Im Innern des Nivelliergeräts befindet sich der Kompensator, der für die Selbsthorizontierung verantwortlich ist. Vereinfacht augedrückt handelt es sich um ein Prisma, das an feinen Fäden hängt. Neigt man das Nivellier, so stößt das Prisma an die Anschläge und verursacht ein Klackern. Dies ist ganz normal.

Was ist der Unterschied zwischen luftgedämpften und magnetgedämpften Kompensatoren?

Hätte ein Nivelliergerät keine Kompensatordämpfung, so würde es sehr lange dauern, bis die Ziellinie sich einpendelt und ruhig steht. Nivelliergeräte für den täglichen Baustelleneinsatz verfügen in der Regel über einen magnetgedämpften Kompensaor. Diese Dämpfung verhindert zuverlässig, dass Vibrationen durch Baumaschinen, Windstöße, etc. sich auf die Ziellinien auswirken und zum Schwingen bringen. Jedoch kann es sein, dass sich der Kompensator nicht exakt ausrichtet, da die Däpfung den Kompensator “festhält”. Die Ungenauigkeit ist jedoch sehr gering.

Ingenieurnivelliere hingegen besitzen meistens einen luftgedämpften Kompensator. Dadurch ist das Nivellier empfindlicher gegenüber Vibrationen, jedoch auch genauer, was für Vermessungsbüros sehr wichtig ist.

Wie pflegt man ein Nivelliergerät?

Transportiere das Gerät immer im Koffer und vermeide starke Vibrationen und Stöße. Beim Reinigen sollte das Glas der Linse nie mit den Fingern berührt, sondern der Staub stets abgeblasen werden. Anschließend sollte das Waschen nur mit feuchten Lappen erfolgen, die entweder mit Wasser oder einer geringen Menge an Alkohol angefeuchtet sind. Andere Stoffe können die Kunststoffteile schädigen.

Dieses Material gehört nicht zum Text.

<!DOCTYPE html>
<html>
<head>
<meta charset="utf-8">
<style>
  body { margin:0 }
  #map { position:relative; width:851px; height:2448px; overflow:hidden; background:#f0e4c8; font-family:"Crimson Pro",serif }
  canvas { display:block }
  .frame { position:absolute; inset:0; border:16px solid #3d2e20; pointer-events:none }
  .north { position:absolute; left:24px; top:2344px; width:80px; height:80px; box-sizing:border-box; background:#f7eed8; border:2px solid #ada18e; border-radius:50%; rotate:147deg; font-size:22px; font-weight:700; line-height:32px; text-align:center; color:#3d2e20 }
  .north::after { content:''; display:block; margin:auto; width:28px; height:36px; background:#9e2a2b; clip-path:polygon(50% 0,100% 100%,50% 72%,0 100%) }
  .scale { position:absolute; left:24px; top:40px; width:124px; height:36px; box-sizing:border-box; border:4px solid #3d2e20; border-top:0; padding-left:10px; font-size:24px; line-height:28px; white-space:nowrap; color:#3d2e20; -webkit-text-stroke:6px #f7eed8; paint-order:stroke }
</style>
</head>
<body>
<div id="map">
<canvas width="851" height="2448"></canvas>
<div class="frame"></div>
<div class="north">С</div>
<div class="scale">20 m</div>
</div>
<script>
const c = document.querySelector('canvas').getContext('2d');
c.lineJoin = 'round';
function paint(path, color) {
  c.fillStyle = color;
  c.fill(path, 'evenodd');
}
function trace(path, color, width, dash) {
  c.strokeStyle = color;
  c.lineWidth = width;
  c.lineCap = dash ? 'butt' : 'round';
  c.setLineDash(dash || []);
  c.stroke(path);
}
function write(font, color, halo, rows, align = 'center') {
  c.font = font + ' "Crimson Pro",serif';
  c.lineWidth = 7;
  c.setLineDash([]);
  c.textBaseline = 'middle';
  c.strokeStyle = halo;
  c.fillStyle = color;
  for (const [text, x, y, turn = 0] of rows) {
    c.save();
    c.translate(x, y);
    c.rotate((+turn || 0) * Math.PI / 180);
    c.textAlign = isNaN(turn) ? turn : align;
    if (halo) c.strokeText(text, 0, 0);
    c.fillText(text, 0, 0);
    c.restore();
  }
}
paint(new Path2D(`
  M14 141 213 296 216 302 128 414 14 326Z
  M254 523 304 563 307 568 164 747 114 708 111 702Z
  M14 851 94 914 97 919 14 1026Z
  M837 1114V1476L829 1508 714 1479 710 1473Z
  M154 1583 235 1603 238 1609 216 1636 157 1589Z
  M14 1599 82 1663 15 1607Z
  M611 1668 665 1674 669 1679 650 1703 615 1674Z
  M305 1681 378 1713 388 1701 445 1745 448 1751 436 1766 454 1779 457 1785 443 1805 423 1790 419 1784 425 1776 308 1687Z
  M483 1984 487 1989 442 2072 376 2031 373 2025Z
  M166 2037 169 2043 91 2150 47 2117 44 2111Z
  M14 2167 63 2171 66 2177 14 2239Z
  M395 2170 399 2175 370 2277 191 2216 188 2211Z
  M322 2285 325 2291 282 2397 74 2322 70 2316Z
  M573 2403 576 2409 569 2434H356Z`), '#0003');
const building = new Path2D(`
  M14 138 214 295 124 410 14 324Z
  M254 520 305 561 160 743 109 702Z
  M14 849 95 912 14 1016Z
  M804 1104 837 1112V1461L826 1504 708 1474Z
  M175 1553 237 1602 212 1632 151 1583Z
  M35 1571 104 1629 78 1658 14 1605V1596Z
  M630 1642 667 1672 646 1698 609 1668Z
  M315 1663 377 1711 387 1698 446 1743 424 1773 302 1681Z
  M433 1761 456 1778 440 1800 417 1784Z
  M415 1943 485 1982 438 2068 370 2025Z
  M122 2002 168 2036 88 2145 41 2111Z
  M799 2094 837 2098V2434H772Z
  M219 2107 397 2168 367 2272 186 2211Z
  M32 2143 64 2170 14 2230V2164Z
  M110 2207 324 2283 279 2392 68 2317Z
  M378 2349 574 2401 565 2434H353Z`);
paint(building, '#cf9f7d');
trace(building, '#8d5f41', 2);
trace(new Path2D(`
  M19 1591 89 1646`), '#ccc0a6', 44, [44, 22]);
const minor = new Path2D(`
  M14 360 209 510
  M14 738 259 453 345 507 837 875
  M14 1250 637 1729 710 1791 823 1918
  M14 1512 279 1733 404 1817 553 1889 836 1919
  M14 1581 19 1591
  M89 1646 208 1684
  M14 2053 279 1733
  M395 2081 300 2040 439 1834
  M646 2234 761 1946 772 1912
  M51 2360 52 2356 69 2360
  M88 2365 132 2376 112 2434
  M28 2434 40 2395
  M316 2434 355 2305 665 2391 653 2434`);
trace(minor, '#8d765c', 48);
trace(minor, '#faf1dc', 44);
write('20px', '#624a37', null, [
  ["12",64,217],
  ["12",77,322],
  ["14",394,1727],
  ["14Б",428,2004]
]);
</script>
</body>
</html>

Welches Zubehör wird neben dem Nivelliergerät noch benötigt?

Damit Du vernünftig arbeiten kannst benötigst Du ein stabiles Stativ. Außerdem musst Du die Höhen irgendwie Messen. Dafür gibt es Messlatten, die auf Vorder- sowie Rückseite Höhenmarkierungen in cm und mm Einteilung aufweisen.